Your task: Each line containing the string "service" should be copied out of the entries.

#### Data records

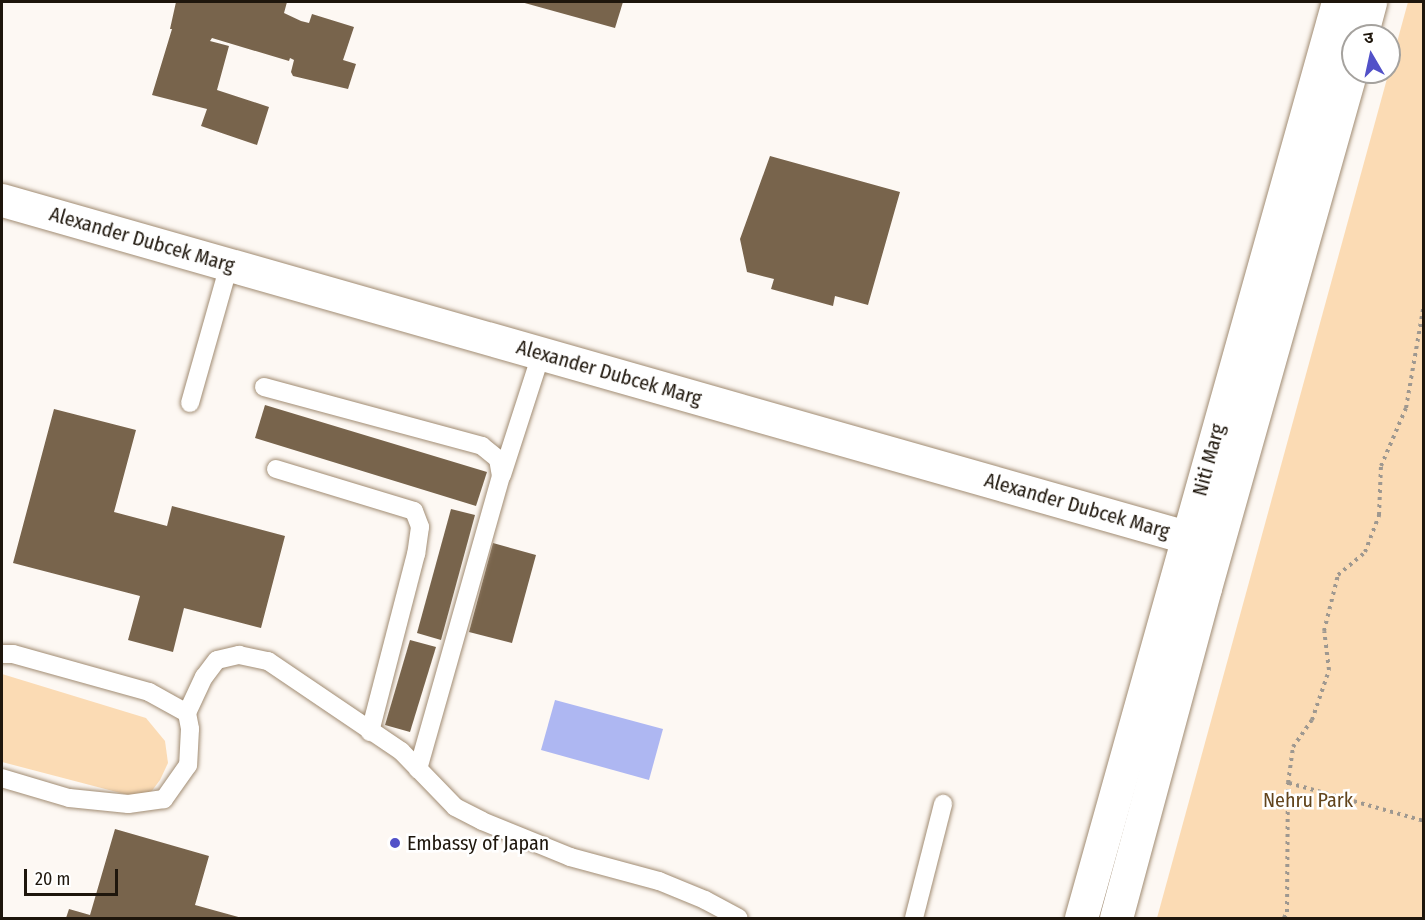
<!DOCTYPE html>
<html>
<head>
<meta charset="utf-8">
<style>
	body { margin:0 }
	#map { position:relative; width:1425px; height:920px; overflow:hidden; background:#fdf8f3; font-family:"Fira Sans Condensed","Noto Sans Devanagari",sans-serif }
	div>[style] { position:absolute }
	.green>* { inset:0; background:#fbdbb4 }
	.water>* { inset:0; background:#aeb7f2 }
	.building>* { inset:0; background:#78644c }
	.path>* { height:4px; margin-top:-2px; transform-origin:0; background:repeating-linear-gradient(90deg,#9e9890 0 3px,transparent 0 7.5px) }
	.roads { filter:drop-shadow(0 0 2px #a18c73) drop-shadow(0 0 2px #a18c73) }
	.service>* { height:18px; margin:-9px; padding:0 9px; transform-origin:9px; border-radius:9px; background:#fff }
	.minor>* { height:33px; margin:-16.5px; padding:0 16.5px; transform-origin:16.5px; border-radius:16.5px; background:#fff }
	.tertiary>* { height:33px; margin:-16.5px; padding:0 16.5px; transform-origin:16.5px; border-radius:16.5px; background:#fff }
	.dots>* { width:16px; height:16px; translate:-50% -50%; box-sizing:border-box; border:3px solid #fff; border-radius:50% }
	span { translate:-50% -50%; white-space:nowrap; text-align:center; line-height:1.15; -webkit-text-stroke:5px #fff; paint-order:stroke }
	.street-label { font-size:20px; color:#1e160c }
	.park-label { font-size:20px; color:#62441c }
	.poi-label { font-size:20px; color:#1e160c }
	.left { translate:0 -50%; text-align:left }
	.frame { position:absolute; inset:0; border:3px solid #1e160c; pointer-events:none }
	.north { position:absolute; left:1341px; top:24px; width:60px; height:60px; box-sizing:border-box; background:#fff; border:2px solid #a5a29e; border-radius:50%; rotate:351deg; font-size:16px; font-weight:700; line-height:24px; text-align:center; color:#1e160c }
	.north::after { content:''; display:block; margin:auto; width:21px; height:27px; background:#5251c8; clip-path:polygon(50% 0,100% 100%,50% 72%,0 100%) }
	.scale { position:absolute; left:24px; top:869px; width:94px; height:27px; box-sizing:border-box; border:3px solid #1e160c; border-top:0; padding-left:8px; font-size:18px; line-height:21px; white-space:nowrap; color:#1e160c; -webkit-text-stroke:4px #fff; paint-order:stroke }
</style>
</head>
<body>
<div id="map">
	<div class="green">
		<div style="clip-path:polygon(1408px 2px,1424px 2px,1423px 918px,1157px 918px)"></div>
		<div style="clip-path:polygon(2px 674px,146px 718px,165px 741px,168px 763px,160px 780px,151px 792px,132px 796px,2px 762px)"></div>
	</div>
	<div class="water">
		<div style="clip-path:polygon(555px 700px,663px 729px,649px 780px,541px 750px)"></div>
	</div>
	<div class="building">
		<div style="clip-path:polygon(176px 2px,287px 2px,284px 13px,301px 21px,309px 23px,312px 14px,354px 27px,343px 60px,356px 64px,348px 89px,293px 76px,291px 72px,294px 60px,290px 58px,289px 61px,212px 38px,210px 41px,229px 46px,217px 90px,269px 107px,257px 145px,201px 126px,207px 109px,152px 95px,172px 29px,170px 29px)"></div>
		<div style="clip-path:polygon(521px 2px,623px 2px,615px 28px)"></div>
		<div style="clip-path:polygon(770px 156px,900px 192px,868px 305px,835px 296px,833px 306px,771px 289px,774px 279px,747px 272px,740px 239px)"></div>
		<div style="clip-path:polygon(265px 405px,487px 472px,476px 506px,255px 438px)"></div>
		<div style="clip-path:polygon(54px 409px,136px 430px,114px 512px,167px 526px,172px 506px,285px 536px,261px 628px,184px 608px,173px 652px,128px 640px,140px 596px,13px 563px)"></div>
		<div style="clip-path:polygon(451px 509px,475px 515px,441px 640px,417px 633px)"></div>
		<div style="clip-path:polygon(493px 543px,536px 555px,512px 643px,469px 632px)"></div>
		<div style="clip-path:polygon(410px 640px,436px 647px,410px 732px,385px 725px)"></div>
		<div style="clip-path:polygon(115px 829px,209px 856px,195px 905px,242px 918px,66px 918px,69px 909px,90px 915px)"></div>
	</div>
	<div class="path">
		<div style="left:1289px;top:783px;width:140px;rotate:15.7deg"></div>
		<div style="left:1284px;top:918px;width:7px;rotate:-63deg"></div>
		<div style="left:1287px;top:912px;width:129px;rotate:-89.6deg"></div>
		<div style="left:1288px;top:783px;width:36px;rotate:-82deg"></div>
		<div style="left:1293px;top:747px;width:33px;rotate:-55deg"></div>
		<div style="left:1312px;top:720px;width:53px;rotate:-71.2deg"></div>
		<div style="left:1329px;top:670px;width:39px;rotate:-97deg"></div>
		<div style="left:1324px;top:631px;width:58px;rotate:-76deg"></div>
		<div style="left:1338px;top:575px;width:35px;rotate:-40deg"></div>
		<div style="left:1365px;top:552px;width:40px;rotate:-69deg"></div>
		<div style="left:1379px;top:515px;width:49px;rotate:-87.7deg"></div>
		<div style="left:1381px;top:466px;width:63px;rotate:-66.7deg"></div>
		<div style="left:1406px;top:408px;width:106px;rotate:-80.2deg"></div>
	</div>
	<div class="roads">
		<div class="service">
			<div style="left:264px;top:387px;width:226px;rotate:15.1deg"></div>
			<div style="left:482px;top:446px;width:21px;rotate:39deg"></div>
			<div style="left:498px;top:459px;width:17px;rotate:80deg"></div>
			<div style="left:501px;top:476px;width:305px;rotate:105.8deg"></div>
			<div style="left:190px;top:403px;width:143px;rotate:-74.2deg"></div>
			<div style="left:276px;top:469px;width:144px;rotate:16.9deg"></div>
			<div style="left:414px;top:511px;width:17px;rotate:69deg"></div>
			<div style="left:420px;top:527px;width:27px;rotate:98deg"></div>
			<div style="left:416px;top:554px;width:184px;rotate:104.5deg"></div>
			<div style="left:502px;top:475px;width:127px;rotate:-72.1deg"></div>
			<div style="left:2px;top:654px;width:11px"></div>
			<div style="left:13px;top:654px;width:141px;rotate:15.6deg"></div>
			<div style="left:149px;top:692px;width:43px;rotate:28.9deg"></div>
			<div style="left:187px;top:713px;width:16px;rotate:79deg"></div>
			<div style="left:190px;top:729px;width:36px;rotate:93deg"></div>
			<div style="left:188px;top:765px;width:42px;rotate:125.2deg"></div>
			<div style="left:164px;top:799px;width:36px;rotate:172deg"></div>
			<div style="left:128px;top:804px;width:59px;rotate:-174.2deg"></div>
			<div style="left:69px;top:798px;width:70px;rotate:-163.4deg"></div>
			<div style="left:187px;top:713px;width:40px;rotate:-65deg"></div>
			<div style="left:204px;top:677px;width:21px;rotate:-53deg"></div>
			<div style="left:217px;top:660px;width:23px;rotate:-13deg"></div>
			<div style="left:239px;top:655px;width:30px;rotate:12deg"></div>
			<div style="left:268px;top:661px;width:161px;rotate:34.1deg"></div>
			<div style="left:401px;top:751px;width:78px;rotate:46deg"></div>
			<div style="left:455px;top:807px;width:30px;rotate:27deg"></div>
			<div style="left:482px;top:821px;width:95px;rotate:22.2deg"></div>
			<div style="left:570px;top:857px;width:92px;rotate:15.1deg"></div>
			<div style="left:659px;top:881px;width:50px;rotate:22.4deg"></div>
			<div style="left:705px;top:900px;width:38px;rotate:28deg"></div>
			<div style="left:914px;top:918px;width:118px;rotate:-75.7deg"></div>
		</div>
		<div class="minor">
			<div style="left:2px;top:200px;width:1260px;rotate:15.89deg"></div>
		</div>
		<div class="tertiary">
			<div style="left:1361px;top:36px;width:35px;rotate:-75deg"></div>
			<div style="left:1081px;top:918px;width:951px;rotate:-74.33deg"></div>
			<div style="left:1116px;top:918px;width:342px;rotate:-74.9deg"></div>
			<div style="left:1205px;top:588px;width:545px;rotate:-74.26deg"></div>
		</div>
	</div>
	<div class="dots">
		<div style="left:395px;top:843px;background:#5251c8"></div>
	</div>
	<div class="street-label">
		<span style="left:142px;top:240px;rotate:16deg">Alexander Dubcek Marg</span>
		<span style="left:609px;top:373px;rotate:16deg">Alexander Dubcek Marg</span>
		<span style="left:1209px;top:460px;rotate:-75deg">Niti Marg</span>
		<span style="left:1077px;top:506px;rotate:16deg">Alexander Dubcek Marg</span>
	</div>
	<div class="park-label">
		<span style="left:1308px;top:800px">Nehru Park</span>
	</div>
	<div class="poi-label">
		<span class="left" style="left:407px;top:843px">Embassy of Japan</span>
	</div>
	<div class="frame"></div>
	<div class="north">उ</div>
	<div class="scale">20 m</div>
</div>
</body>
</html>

########

Solution for this task:
	.service>* { height:18px; margin:-9px; padding:0 9px; transform-origin:9px; border-radius:9px; background:#fff }
		<div class="service">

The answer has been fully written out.